Dataset records:
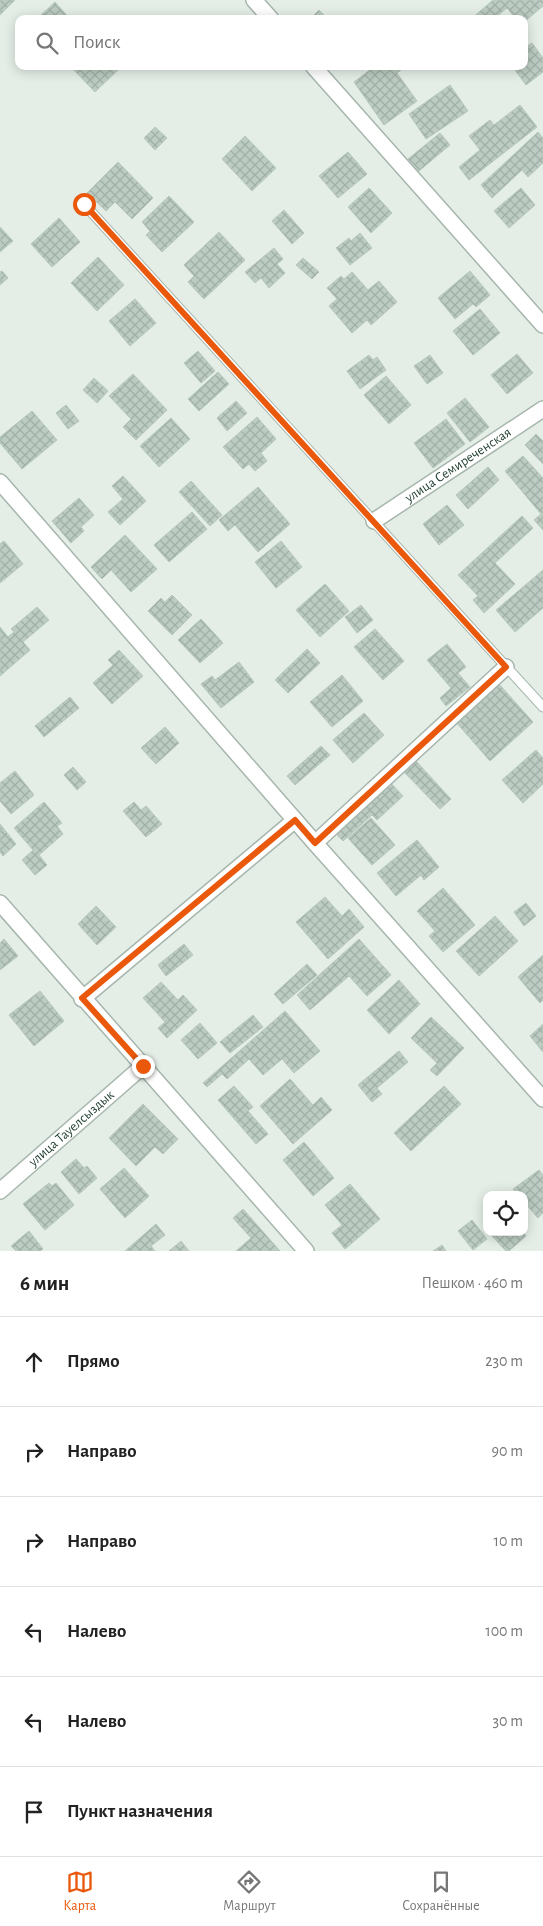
<!DOCTYPE html>
<html lang="ru">
<meta charset="utf-8">
<style>
:root{--surface:#fff;--page:#f2f2f2;--text:#222;--muted:#767676;--line:#e0e0e0;--accent:#ea580c}
body{margin:0;font-family:"Alegreya Sans",sans-serif;background:var(--page);color:var(--text)}
.controls{position:absolute;right:15px;bottom:15px;display:grid;overflow:hidden;border-radius:10px;box-shadow:0 2px 12px #0003}
.controls button{width:45px;height:45px;display:grid;place-items:center;padding:0;border:0;border-bottom:1px solid var(--line);background:var(--surface);color:var(--text);font:25px sans-serif}
.stop{position:absolute;width:15px;height:15px;margin:-11px;border:4px solid #ea580c;border-radius:50%;background:#fff}
.stop.end{background:#ea580c;border-color:#fff;box-shadow:0 1px 5px #0008}
.list{margin:0;padding:0;list-style:none}
h2{display:flex;justify-content:space-between;align-items:center;height:65px;margin:0;padding:0 20px;font-size:21px}
h2 small{font-size:16px;font-weight:400;color:var(--muted)}
.list li{display:grid;grid-template-columns:32px 1fr auto;gap:15px;align-items:center;box-sizing:border-box;height:90px;padding:0 20px;border-top:1px solid var(--line)}
.list b{display:block;font-size:19px;white-space:nowrap}
.list em{font-size:16px;font-style:normal;color:var(--muted)}
.icon{flex:none;width:28px;height:28px;fill:none;stroke:currentColor;stroke-width:2;stroke-linecap:round;stroke-linejoin:round}
.map{position:relative;flex:none;width:543px;height:1251px;overflow:hidden}
.search{position:absolute;background:var(--surface);box-shadow:0 2px 12px #0003;left:15px;right:15px;top:15px;height:55px;display:flex;align-items:center;gap:12px;box-sizing:border-box;padding:0 18px;border-radius:10px;color:var(--muted);font-size:19px}
.sheet{height:605px;background:var(--surface)}
nav{display:flex;justify-content:space-around;align-items:center;box-sizing:border-box;height:70px;border-top:1px solid var(--line);background:var(--surface);font-size:14px;color:var(--muted)}
nav a{display:grid;justify-items:center;gap:2px}
nav .on{color:var(--accent)}
.map>svg:first-child{display:block}
.building{fill:url(#building-cross-hatch);stroke:#b6c8bd}
.lines{fill:none;stroke-linecap:round;stroke-linejoin:round}
.lane-casing{stroke:#a6b6ad;stroke-width:11}
.street-casing{stroke:#a6b6ad;stroke-width:18}
.lane{stroke:#fff;stroke-width:9}
.street{stroke:#fff;stroke-width:15}
.route{stroke:#ea580c;stroke-width:6}
.labels{text-anchor:middle;dominant-baseline:central;stroke-width:4;stroke-linejoin:round;paint-order:stroke}
.street-label{font-size:14px;fill:#234032;stroke:#f5faf6}
</style>
<div class="map">
<svg width="543" height="1251" viewBox="0 0 543 1251">
<defs>
<pattern id="building-cross-hatch" width="8" height="8" patternUnits="userSpaceOnUse" patternTransform="scale(1.25)"><rect width="8" height="8" fill="#bcccc2"/><path d="M0 0l8 8M0 8l8-8" fill="none" stroke="#a1b0a7"/></pattern>
</defs>
<rect width="100%" height="100%" fill="#e4eee7"/>
<g class="building">
<path d="M0,0H15L0,15Z"/>
<path d="M493,0H543V6L524,22V19H516L507,8L493,19H471Z"/>
<path d="M55,2L70,19H42L40,16Z"/>
<path d="M319,10L328,19H310Z"/>
<path d="M532,43L543,58V72L526,85L512,66H524V48Z"/>
<path d="M70,66H114L118,70L95,92Z"/>
<path d="M375,66H406L397,73L417,101L384,125L354,82Z"/>
<path d="M450,85L468,111L426,139L409,114Z"/>
<path d="M520,105L537,127L469,180L459,167L480,150L469,136L490,120L494,125Z"/>
<path d="M155,127L167,138L155,150L144,138Z"/>
<path d="M538,132L543,138V163L528,177L522,170L492,198L481,185Z"/>
<path d="M440,133L450,145L419,171L408,159Z"/>
<path d="M245,136L276,168L252,191L222,159Z"/>
<path d="M348,152L367,174L338,198L319,176Z"/>
<path d="M118,162L153,198L132,219L115,202L106,211L87,193Z"/>
<path d="M369,188L392,213L371,233L348,207Z"/>
<path d="M521,188L535,205L509,228L494,211Z"/>
<path d="M169,196L194,222L162,252L146,235L150,231L142,222Z"/>
<path d="M284,210L304,233L292,244L272,221Z"/>
<path d="M59,218L80,242L52,267L31,244Z"/>
<path d="M0,227L13,241L0,252Z"/>
<path d="M219,232L245,260L204,299L188,282L194,276L184,265Z"/>
<path d="M360,233L372,248L350,265L336,248L349,238L351,241Z"/>
<path d="M274,248L283,259L277,264L285,273L269,288L261,278L255,283L245,272Z"/>
<path d="M98,257L124,285L97,311L71,283Z"/>
<path d="M303,258L319,272L312,279L296,265Z"/>
<path d="M2,271L8,278L0,285V272Z"/>
<path d="M470,271L490,295L476,307L473,304L455,319L438,298Z"/>
<path d="M352,272L368,290L379,281L397,302L371,325L367,320L352,333L329,306L337,299L327,288L341,276L344,279Z"/>
<path d="M135,299L156,323L130,346L109,321Z"/>
<path d="M480,309L500,333L473,355L453,331Z"/>
<path d="M198,351L215,371L201,383L184,363Z"/>
<path d="M517,354L533,373L507,394L491,375Z"/>
<path d="M369,355L373,360L377,357L386,370L360,389L347,371Z"/>
<path d="M430,355L443,373L427,384L414,366Z"/>
<path d="M218,372L229,384L199,411L188,399Z"/>
<path d="M133,374L167,410L136,440L123,427L131,419L109,396Z"/>
<path d="M386,376L411,405L389,424L364,395Z"/>
<path d="M94,378L108,391L97,403L83,390Z"/>
<path d="M465,398L489,427L470,442L447,413Z"/>
<path d="M236,401L247,413L227,431L217,418Z"/>
<path d="M66,405L79,421L68,429L56,413Z"/>
<path d="M32,411L57,440L22,469L0,443V437Z"/>
<path d="M257,417L276,439L261,453L267,461L255,471L249,464L243,469L223,447Z"/>
<path d="M171,418L190,439L159,467L140,446Z"/>
<path d="M446,419L465,444L433,468L414,443Z"/>
<path d="M536,434L543,441V464L525,445Z"/>
<path d="M523,456L543,478V530L534,520L541,514L505,471Z"/>
<path d="M488,467L499,480L468,509L456,495Z"/>
<path d="M123,476L146,501L120,525L108,512L123,499L112,486Z"/>
<path d="M191,481L222,515L210,526L179,492Z"/>
<path d="M258,487L290,524L258,552L235,525L228,531L219,520Z"/>
<path d="M79,498L94,515L81,527L84,531L71,543L52,521Z"/>
<path d="M447,505L464,525L439,545L423,524Z"/>
<path d="M192,512L207,529L169,562L154,545Z"/>
<path d="M522,516L533,528L495,563L515,584L484,613L473,600L478,596L458,575Z"/>
<path d="M125,535L157,569L131,592L111,570L102,579L91,567Z"/>
<path d="M4,541L23,564L0,583V544Z"/>
<path d="M281,541L302,567L276,588L255,562Z"/>
<path d="M543,570V608L515,632L496,610Z"/>
<path d="M325,584L349,611L320,637L296,610Z"/>
<path d="M172,595L192,615L172,635L148,611L161,598L165,602Z"/>
<path d="M361,605L373,620L357,633L345,617Z"/>
<path d="M37,607L49,620L23,642L30,650L0,676V627L8,637L14,632L11,629Z"/>
<path d="M201,619L223,643L200,663L178,640Z"/>
<path d="M375,629L404,661L383,680L354,647Z"/>
<path d="M447,644L466,667L458,673L470,687L446,706L440,698L451,688L427,660Z"/>
<path d="M307,649L320,663L288,693L275,680Z"/>
<path d="M119,650L143,676L112,704L93,683L113,665L108,660Z"/>
<path d="M239,662L254,682L221,708L201,684L212,676L215,680Z"/>
<path d="M342,675L363,701L332,727L310,702Z"/>
<path d="M498,683L533,722L490,761L455,721Z"/>
<path d="M70,697L79,708L44,737L35,726Z"/>
<path d="M364,713L384,735L353,763L333,740Z"/>
<path d="M165,727L179,743L156,764L141,748Z"/>
<path d="M321,746L330,755L295,785L287,776Z"/>
<path d="M536,750L543,758V784L523,803L502,780Z"/>
<path d="M415,760L451,799L440,809L403,771Z"/>
<path d="M73,767L86,782L77,790L64,775Z"/>
<path d="M15,771L34,795L11,814L0,801V783Z"/>
<path d="M388,780L403,796L377,820L372,815L343,841L333,831Z"/>
<path d="M44,802L62,823L57,826L63,834L39,855L47,865L35,875L22,860L33,850L14,828Z"/>
<path d="M134,802L141,810L146,806L162,824L146,837L123,811Z"/>
<path d="M371,818L395,845L372,865L348,838Z"/>
<path d="M0,824L16,844L3,856L0,852Z"/>
<path d="M417,840L439,867L424,880L421,875L396,896L377,873Z"/>
<path d="M443,888L475,925L443,952L429,936L435,931L417,911Z"/>
<path d="M325,897L342,916L349,909L364,927L328,959L296,922Z"/>
<path d="M526,903L536,916L524,926L514,912Z"/>
<path d="M96,906L116,927L97,945L78,924Z"/>
<path d="M495,916L518,941L479,976L456,951Z"/>
<path d="M4,939L18,956L0,970V943Z"/>
<path d="M359,939L391,975L367,996L349,976L310,1010L297,995Z"/>
<path d="M184,944L193,955L166,976L158,965Z"/>
<path d="M543,955V1000L540,1003L518,977Z"/>
<path d="M307,964L317,975L283,1004L274,994Z"/>
<path d="M399,980L420,1004L389,1034L367,1010Z"/>
<path d="M161,982L178,1000L183,995L197,1010L167,1038L158,1028L165,1022L143,998Z"/>
<path d="M40,991L64,1021L34,1046L9,1015Z"/>
<path d="M285,1011L320,1051L294,1073L282,1059L263,1075L249,1059L227,1079L222,1074L207,1087L203,1083Z"/>
<path d="M253,1015L263,1027L230,1053L220,1042Z"/>
<path d="M431,1017L464,1048L437,1076L430,1070L437,1063L411,1038Z"/>
<path d="M200,1023L217,1043L198,1059L181,1040Z"/>
<path d="M543,1024V1052L530,1036Z"/>
<path d="M399,1051L408,1062L377,1088L382,1094L372,1102L358,1085Z"/>
<path d="M290,1079L313,1105L321,1097L332,1110L293,1144L260,1106Z"/>
<path d="M234,1086L253,1107L248,1111L268,1134L256,1144L218,1100Z"/>
<path d="M444,1086L461,1104L411,1151L394,1133Z"/>
<path d="M143,1104L178,1139L163,1154L155,1147L136,1166L109,1138Z"/>
<path d="M304,1142L334,1178L313,1196L283,1160Z"/>
<path d="M76,1159L84,1168L87,1166L97,1178L79,1194L61,1172Z"/>
<path d="M124,1168L149,1196L125,1218L100,1189Z"/>
<path d="M539,1170L543,1175V1213L538,1218L524,1202V1195H518L513,1189Z"/>
<path d="M49,1183L52,1186L56,1183L74,1205L45,1230L23,1204Z"/>
<path d="M350,1184L380,1219L345,1249L332,1233L342,1225L325,1205Z"/>
<path d="M243,1209L280,1251H236L251,1238L233,1218Z"/>
<path d="M472,1220L487,1239L473,1250L458,1231Z"/>
<path d="M156,1224L165,1235L151,1246L155,1251H125Z"/>
<path d="M29,1231L43,1249L40,1251H16L11,1246Z"/>
<path d="M496,1232H523L526,1236L509,1251H506L492,1236Z"/>
<path d="M181,1241L189,1251H169Z"/>
<path d="M442,1245L446,1251H433Z"/>
</g>
<g class="lines">
<g class="lane-casing">
<path id="lane" d="M84,204L543,707"/>
</g>
<g class="street-casing">
<g id="street">
<path d="M254,0L271,19"/>
<path d="M313,66L543,325"/>
<path d="M0,482L315,843L543,1099"/>
<path id="s1" d="M374,521L543,409"/>
<path d="M315,843L506,667"/>
<path d="M0,903L306,1251"/>
<path d="M82,999L295,820"/>
<path id="s2" d="M0,1191L143,1066"/>
</g>
</g>
<use href="#lane" class="lane"/>
<use href="#street" class="street"/>
</g>
<g class="lines">
<path class="route" d="M84,204L506,667L315,843L295,820L82,998L143,1066"/>
</g>
<g class="labels">
<g class="street-label">
<text stroke="none"><textPath href="#s1" startOffset="101">улица Семиреченская</textPath></text>
<text stroke="none"><textPath href="#s2" startOffset="95">улица Тауелсыздык</textPath></text>
</g>
</g>
</svg>
<div class="controls">
<button><svg class="icon" aria-label="locate" viewBox="0 0 24 24"><circle cx="12" cy="12" r="6"/><path d="M12 2v4M12 18v4M2 12h4M18 12h4"/></svg></button>
</div>
<div class="stop" style="left:84px;top:204px"></div>
<div class="stop end" style="left:143px;top:1066px"></div>
<div class="search"><svg class="icon" aria-label="search" viewBox="0 0 24 24"><circle cx="10" cy="10" r="6"/><path d="M15 15l6 6"/></svg>Поиск</div>
</div>
<section class="sheet">
<h2>6 мин<small>Пешком · 460 m</small></h2>
<ul class="list">
<li><svg class="icon" aria-label="ahead" viewBox="0 0 24 24"><path d="M12 20V5M6 11l6-6 6 6"/></svg><div><b>Прямо</b></div><em>230 m</em></li>
<li><svg class="icon" aria-label="right" viewBox="0 0 24 24"><path d="M7 20v-9h11M14 6l5 5-5 5"/></svg><div><b>Направо</b></div><em>90 m</em></li>
<li><svg class="icon" aria-label="right" viewBox="0 0 24 24"><path d="M7 20v-9h11M14 6l5 5-5 5"/></svg><div><b>Направо</b></div><em>10 m</em></li>
<li><svg class="icon" aria-label="left" viewBox="0 0 24 24"><path d="M17 20v-9H6M10 6l-5 5 5 5"/></svg><div><b>Налево</b></div><em>100 m</em></li>
<li><svg class="icon" aria-label="left" viewBox="0 0 24 24"><path d="M17 20v-9H6M10 6l-5 5 5 5"/></svg><div><b>Налево</b></div><em>30 m</em></li>
<li><svg class="icon" aria-label="arrive" viewBox="0 0 24 24"><path d="M6 21V4h12l-3 4 3 4H6"/></svg><div><b>Пункт назначения</b></div></li>
</ul>
</section>
<nav>
<a class="on"><svg class="icon" aria-label="map" viewBox="0 0 24 24"><path d="M3 6l6-2 6 2 6-2v14l-6 2-6-2-6 2zM9 4v14M15 6v14"/></svg>Карта</a>
<a><svg class="icon" aria-label="directions" viewBox="0 0 24 24"><path d="M12 3l9 9-9 9-9-9zM9 14v-3h6M13 9l2 2-2 2"/></svg>Маршрут</a>
<a><svg class="icon" aria-label="saved" viewBox="0 0 24 24"><path d="M7 4h10v16l-5-4-5 4z"/></svg>Сохранённые</a>
</nav>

DESCRIPTION OF THE TASK>
Where a line above contains the string "muted", copy that line.

OUTPUT>
:root{--surface:#fff;--page:#f2f2f2;--text:#222;--muted:#767676;--line:#e0e0e0;--accent:#ea580c}
h2 small{font-size:16px;font-weight:400;color:var(--muted)}
.list em{font-size:16px;font-style:normal;color:var(--muted)}
.search{position:absolute;background:var(--surface);box-shadow:0 2px 12px #0003;left:15px;right:15px;top:15px;height:55px;display:flex;align-items:center;gap:12px;box-sizing:border-box;padding:0 18px;border-radius:10px;color:var(--muted);font-size:19px}
nav{display:flex;justify-content:space-around;align-items:center;box-sizing:border-box;height:70px;border-top:1px solid var(--line);background:var(--surface);font-size:14px;color:var(--muted)}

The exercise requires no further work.